Discovery’s Diesel Brothers Fined $2 Million Rolling Coal
A Utah US District Court has ordered the Discovery Channel’s Diesel Brothers cable show to pay $851,451 for selling modified diesel trucks. The Utah Physicians for a Healthy Environment brought the case to a federal judge who made the ruling. Defendants David Sparks, Joshua Stuart, Keaton Hoskins, and Dave Kiley were ordered to pay the amount. But that’s not all. The judge also ordered that the plaintiffs’ attorney fees of $1.2 million be paid by the defendants. That ups the amount the “Diesel Brothers” must pay to roughly $2 million. There is also additional restitution pending. So these diesel dweebs could be looking at a whole lot more penalties.
Diesel Brothers violated the Clean Air Act and more
Judge Robert Shelby found the defendants guilty of violating the Clean Air Act and Utah state law. In the course of their cable show, the defendants stripped emissions equipment off of their projects. Diesel particulate filters and exhaust recirculation systems (EGR) were removed. This caused the trucks they modified to be grossly over-polluting according to the court’s determination.
The plaintiffs went so far as to actually purchase one of the trucks to then be tested in Denver. It was found to be emitting 36 times more pollution than if the equipment had not been defeated. Additionally, particulate matter was 21 times more than allowed.
Defendants are banned from modifying trucks and removing emissions equipment
The court has banned the defendants from removing emissions equipment and from selling modified trucks. If they violate any of the court’s determinations they will be found in contempt of court. The court has also stipulated that the defendants can’t use bankruptcy as a means of avoiding the penalties as ordered.

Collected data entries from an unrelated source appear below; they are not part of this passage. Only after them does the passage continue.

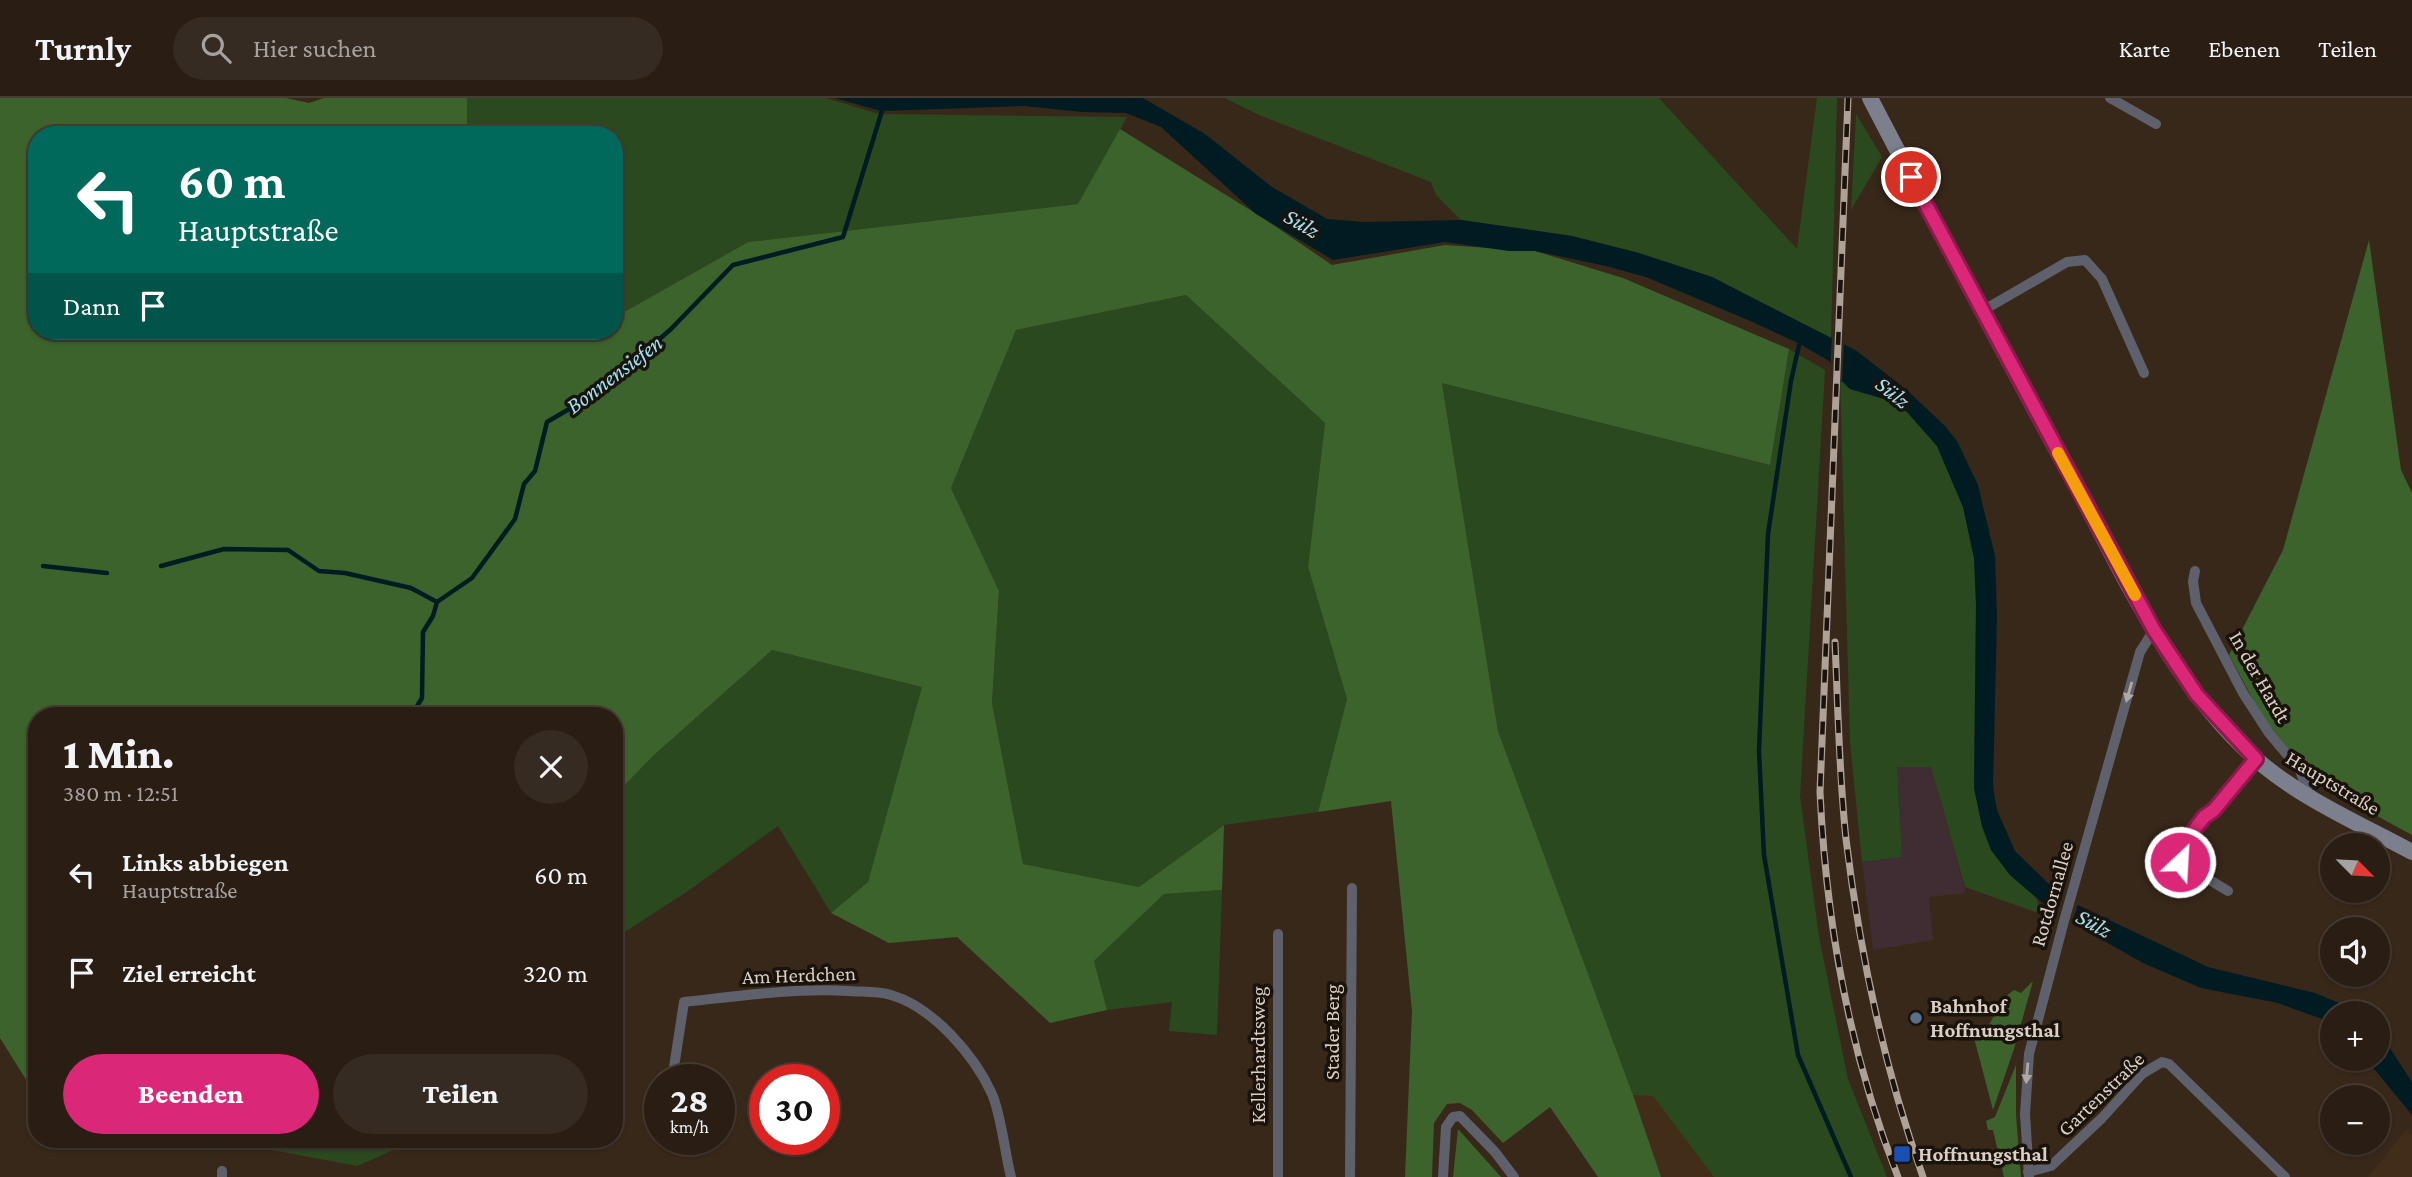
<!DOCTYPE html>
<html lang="de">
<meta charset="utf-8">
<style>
body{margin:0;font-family:"Crimson Pro",serif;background:#362b22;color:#f1f3f6;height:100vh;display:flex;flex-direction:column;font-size:26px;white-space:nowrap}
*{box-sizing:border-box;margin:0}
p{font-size:23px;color:#a5a2a0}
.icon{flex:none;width:38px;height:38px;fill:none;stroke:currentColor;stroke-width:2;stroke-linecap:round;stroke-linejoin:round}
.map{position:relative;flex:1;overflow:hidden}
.side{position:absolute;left:28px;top:609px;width:595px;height:441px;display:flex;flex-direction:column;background:#2a1e14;border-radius:28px;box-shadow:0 2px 5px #0004,0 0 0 2px #463c34}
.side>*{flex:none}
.top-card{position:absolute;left:28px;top:28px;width:595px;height:214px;border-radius:28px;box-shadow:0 2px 5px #0004,0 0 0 2px #463c34;background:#00695c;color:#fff;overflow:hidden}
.needle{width:46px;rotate:114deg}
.tools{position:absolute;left:2320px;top:735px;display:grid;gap:14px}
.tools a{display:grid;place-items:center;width:70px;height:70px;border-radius:50%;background:#2a1e14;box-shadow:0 2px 5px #0004,0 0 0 2px #463c34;font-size:35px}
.speed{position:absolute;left:644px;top:966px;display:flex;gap:14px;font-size:35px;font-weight:700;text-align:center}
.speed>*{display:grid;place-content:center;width:91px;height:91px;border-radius:50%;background:#2a1e14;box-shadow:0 2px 5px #0004,0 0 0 2px #463c34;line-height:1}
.speed small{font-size:18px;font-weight:400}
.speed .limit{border:10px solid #d22;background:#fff;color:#111}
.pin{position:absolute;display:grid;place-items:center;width:60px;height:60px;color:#fff;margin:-30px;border:4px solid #fff;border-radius:50%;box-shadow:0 2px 7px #0007}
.me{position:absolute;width:77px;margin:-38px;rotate:25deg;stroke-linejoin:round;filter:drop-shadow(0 0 5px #0008)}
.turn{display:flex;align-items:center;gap:24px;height:147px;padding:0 35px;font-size:32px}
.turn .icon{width:91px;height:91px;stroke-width:2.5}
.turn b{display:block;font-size:49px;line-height:60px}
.then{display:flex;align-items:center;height:66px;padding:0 35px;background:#0003;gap:14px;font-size:26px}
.round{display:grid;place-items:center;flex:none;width:74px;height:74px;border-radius:37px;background:#362b22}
.headline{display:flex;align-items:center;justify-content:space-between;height:119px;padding:0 35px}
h1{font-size:42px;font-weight:800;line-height:52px}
.action{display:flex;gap:14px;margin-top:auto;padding:14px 35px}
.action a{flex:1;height:80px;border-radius:42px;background:#db2777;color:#fff;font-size:28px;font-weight:800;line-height:80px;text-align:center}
.action a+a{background:#362b22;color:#f1f3f6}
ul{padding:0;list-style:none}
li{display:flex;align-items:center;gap:21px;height:98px;padding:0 35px}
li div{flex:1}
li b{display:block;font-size:26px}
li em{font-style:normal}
header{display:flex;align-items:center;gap:42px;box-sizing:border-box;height:98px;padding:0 35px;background:#2a1e14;border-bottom:2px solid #463c34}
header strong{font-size:33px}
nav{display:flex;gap:38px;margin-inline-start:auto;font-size:24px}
.search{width:490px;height:63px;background:#362b22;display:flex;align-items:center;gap:18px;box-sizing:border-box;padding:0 24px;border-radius:38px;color:#a5a2a0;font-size:26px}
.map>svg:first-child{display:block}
</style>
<header>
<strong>Turnly</strong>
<div class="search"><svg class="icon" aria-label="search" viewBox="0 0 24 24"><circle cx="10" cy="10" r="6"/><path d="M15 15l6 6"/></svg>Hier suchen</div>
<nav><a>Karte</a><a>Ebenen</a><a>Teilen</a></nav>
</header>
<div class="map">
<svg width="2412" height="1079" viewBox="0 0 2412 1079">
<rect width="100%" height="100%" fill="#38281a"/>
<!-- built -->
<g fill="#422d19">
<path d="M 1633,997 L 1653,997 L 1714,1079 L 1661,1079 Z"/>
<path d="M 2406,1032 L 2412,1038 L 2412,1079 L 2368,1079 Z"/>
</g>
<!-- industrial -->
<path fill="#402d34" d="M 1897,669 L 1931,669 L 1966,795 L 1929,799 L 1933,842 L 1873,852 L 1862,764 L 1902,759 Z"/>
<!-- green -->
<g fill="#2b491f">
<path d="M 467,0 L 826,0 L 879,16 L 1127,19 L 1079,106 L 748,144 L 626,213 L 614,201 L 614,37 L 467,37 Z"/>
<path d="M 1225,0 L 1659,0 L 1797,151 L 1817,0 L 1837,0 L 1831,241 L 1712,179 L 1639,155 L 1572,138 L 1461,122 L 1436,97 L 1431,84 L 1259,17 Z"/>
<path d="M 1856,16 L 1882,59 L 1851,112 Z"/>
<path d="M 1186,197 L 1325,325 L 1308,469 L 1347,601 L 1318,714 L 1224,727 L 1139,789 L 1023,766 L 992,605 L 999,493 L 951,390 L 1016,232 Z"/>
<path d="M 1789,251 L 1825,272 L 1800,698 L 1819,839 L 1848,981 L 1887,1079 L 1714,1079 L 1653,998 L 1633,997 L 1498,633 L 1442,284 L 1769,367 Z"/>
<path d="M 1840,281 L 1850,291 L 1891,303 L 1907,314 L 1937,348 L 1963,409 L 1974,460 L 1976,506 L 1974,690 L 1982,728 L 1991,752 L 2010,777 L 2036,798 L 2041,816 L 1965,789 L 1931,669 L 1897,669 L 1902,759 L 1862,764 L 1850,643 Z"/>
<path d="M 772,552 L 923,589 L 868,784 L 831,815 L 778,728 L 688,793 L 614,841 L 614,698 L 653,658 Z"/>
<path d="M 1222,792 L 1217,937 L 1169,933 L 1172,904 L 1107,912 L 1094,863 L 1164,796 Z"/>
<path d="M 215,1041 L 419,1041 L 357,1068 Z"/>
</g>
<!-- forest -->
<g fill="#3c632c">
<path d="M 0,0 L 286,0 L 309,5 L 324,0 L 467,0 L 467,37 L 37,37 L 37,233 L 614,233 L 614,201 L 626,213 L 748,144 L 1078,106 L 1120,31 L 1263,120 L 1332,167 L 1445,147 L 1535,153 L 1623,180 L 1789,251 L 1770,367 L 1442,285 L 1498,633 L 1633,997 L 1661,1079 L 1598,1079 L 1550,1009 L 1503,1045 L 1472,1012 L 1460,1005 L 1447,1006 L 1434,1025 L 1432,1079 L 1405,1079 L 1412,913 L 1391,703 L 1318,714 L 1347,601 L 1308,469 L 1325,325 L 1186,197 L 1016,232 L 951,390 L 999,493 L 992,605 L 1023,766 L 1139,789 L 1224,727 L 1222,792 L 1164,796 L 1094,863 L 1107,912 L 1050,925 L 957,839 L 889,845 L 831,815 L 868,784 L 922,589 L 772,552 L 653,658 L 614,698 L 614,618 L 37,618 L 35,996 L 0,940 Z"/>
<path d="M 2369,142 L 2401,372 L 2412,395 L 2412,737 L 2318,686 L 2263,620 L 2229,557 L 2283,452 Z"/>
<path d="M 2033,883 L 2014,951 L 1993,1012 L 1973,936 L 1986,932 C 1998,913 1995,906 2014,892 L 2021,895 Z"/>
<path d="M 2016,967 L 2016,1017 L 2021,1079 L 2004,1079 L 1993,1032 L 1988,1032 L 1986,1023 L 1995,1019 Z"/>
<path d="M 1458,1031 L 1501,1079 L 1453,1079 Z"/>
</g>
<!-- water -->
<g fill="#001c23">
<path d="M 835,0 L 1143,0 L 1205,36 L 1272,89 L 1327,121 L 1365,124 L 1461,122 L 1572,138 L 1639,155 L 1712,179 L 1857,253 L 1908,293 L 1945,328 L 1957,343 L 1978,387 L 1995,458 L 1997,519 L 1993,689 L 1997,712 L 2015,753 L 2059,796 L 2080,808 L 2208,869 L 2315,895 L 2344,907 L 2358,915 L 2333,915 L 2333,925 L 2278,905 L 2201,890 L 2143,865 L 2053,814 L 2010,777 L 1991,752 L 1982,728 L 1974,690 L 1976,506 L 1974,460 L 1963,409 L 1937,348 L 1907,314 L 1891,303 L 1850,291 L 1840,281 L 1829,263 L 1798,245 L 1755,225 L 1646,179 L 1606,168 L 1535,153 L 1509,153 L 1445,144 L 1333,162 L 1256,116 L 1161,29 L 1126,15 L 1082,14 L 1024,8 L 881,13 Z"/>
<path d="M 2378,932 L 2412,984 L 2412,1017 L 2366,961 L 2378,961 Z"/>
</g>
<!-- pier -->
<g fill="#38281a">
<path d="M 1832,238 L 1844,244 L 1842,284 L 1837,284 L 1830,271 Z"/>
<path d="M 2061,793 L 2079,803 L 2072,825 L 2053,818 Z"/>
</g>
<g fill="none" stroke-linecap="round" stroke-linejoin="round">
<!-- stream -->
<g stroke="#001c23" stroke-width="4.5">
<path d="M 1800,243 L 1791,283 L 1768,436 L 1759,653 L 1764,757 L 1798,957 L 1851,1079"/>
<path d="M 43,468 L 107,475"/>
<path d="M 161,468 L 224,451 L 288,452 L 319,473 L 345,475 L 411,490 L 437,504"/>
<path d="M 411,618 L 422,600 L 423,534 L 433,518 L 437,504 L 472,480 L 515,421 L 524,386 L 535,373 L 547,324 L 600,293 L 671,231 L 733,167 L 843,139 L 886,0"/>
</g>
<!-- street -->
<g stroke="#5e616b" stroke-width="10">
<path d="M 2110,0 L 2156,26"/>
<path d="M 1982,213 L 2067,164 L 2085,162 L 2102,181 L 2144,275"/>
<path d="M 2195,473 L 2193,483 L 2196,505 L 2243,595 L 2269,635 L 2300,672 L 2309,698"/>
<path d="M 2228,793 L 2180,764 L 2181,751 L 2204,719 L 2214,712 L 2256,661"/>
<path d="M 1278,836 L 1278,1079"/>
<path d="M 672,982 L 684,904 C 739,898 794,890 849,893 C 863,894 878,893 891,897 C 933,909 975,958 992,996 C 1001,1016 1005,1056 1011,1079"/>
<path d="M 222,1073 L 222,1079"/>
<path d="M 2028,1074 L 2051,1068 L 2102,1020 L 2142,976 L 2162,964 L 2169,966 L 2285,1079"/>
<path d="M 1350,1079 L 1352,790"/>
<path d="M 1443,1079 L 1446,1029 L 1453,1019 L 1460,1018 L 1495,1054 L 1514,1079"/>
<path d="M 2029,1079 L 2025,1016 L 2029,956 L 2064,823 L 2140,554 L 2154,532"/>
</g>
<!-- secondary -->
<path stroke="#7b7f8e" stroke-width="16" d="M 1870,0 C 1937,129 2005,257 2074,384 C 2126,481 2173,588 2257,662 C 2302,701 2360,726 2412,754"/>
<defs>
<g id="rail">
<path d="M 1848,0 L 1820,694 C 1826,824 1850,957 1898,1079"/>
<path d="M 1835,544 C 1838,610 1839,676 1846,741 C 1860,856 1884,970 1923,1079"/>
</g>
</defs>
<!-- rail casing -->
<use href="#rail" stroke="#aea298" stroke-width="7"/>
<!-- rail -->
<use href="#rail" stroke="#1a130c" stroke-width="4.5" stroke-dasharray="13" stroke-linecap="butt"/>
</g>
<!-- one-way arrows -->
<defs><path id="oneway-solid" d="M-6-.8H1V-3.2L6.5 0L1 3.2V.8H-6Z" transform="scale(1.75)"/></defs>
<g fill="#afa8a6">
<use href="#oneway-solid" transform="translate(2129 594) rotate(106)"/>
<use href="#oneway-solid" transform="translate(2027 975) rotate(95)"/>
</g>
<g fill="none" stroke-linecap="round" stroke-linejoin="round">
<defs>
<path id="route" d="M 1911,79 L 2154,532 L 2197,597 L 2256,661 L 2214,712 L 2204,719 L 2180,751 L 2180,764"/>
</defs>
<!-- route casing -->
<use href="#route" stroke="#8e194d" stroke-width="18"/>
<!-- route -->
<use href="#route" stroke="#db2777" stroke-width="12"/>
<!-- slow -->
<path stroke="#f59e0b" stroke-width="12" d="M 2058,355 L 2135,497"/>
</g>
<!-- markers -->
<circle fill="#5c6f8a" stroke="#1a130c" stroke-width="2.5" cx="1916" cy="920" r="7"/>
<rect fill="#1a4fb4" stroke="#1a130c" stroke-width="2.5" x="1893" y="1047" width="18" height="18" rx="3.5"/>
<g text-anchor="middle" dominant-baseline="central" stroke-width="7" stroke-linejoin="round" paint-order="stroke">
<!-- street labels -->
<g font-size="21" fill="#dacfc6" stroke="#1a130c">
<text transform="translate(2260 579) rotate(60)">In der Hardt</text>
<text transform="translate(2333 685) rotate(31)">Hauptstraße</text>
<text transform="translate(2052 796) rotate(-74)">Rotdornallee</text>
<text transform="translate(799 877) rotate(-2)">Am Herdchen</text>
<text transform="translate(1332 934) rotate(-90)">Stader Berg</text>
<text transform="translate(1258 957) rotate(-90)">Kellerhardtsweg</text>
<text transform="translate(2101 996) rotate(-44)">Gartenstraße</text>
</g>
<!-- poi labels -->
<g font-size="21" font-weight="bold" fill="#dacfc6" stroke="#1a130c" text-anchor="start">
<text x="1930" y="908">Bahnhof<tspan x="1930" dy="24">Hoffnungsthal</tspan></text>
<text x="1918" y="1056">Hoffnungsthal</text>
</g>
<!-- water labels -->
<g font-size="23" font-style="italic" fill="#9ee2f7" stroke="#1a130c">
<text transform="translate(1302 125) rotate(30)">Sülz</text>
<text transform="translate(614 276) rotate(-37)">Bonnensiefen</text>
<text transform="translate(1893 294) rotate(38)">Sülz</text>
<text transform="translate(2094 825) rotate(29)">Sülz</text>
</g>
</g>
</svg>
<div class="tools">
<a><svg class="needle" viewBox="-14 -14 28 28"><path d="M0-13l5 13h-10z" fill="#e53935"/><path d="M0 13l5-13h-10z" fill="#a5a2a0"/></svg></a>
<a><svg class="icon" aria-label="sound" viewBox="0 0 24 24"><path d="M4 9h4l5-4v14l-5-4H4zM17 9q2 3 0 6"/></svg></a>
<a>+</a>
<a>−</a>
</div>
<div class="speed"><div>28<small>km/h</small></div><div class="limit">30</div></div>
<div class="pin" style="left:1911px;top:79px;background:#d93025"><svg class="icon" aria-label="arrive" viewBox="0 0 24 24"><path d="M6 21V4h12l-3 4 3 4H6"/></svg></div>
<svg class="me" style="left:2180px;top:764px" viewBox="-20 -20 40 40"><circle r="17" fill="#db2777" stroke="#fff" stroke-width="3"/><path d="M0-11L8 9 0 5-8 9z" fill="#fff"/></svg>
<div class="top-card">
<div class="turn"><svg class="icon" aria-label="left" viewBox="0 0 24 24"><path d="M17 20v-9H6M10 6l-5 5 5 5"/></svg><div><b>60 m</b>Hauptstraße</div></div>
<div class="then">Dann<svg class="icon" aria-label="arrive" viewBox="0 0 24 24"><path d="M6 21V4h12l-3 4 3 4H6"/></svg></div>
</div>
<section class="side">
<div class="headline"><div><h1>1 Min.</h1><p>380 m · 12:51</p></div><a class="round"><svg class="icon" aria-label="close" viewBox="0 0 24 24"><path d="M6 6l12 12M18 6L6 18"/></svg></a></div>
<ul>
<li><svg class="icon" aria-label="left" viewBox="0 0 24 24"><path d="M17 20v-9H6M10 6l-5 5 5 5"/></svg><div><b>Links abbiegen</b><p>Hauptstraße</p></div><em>60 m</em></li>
<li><svg class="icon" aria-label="arrive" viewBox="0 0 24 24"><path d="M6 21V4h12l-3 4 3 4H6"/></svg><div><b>Ziel erreicht</b></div><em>320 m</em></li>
</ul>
<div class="action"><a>Beenden</a><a>Teilen</a></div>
</section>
</div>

There was more courthouse comedy to come. The court ordered the award be split up so that $761,451 was paid to the US government while the remaining $90,000 went to Davis County in Utah. The defendants’ counsel asked that the court split the fine to better benefit the state of Utah. When asked why the council said, “My clients have always been committed to restoring air quality in Utah.” The ridiculous answer contradicts the findings of the court in the extreme.
Rolling coal was celebrated for years by the defendants
Before the Discovery Channel debacle, the defendants sold modified diesel trucks for a living. Many were sold with defeated or removed pollution controls. The “rolling coal” phenomenon of belching unburned fuel into the environment was celebrated on both the site and later on the cable show.
The plaintiff’s attorney drilled down about a particular video where a truck “smokes out” a Prius. Defendant Sparks responded that the video “was created by an employee I fired after I saw the video.” If it offended the defendant he forgot to remove it from his site as it was still there the last time we checked.
Is doing dumb diesel a thing?
Not having watched the train wreck called Diesel Brothers we wonder if their brand of entertainment has any point? Is doing dumb diesel really a thing?
Modifying vehicles to improve performance and handling has always been the hot rodder’s credo. How we got to this point where rolling coal was part of the equation we do not know. The Diesel Brothers sound like a one-joke show without a point that has mercifully run its course.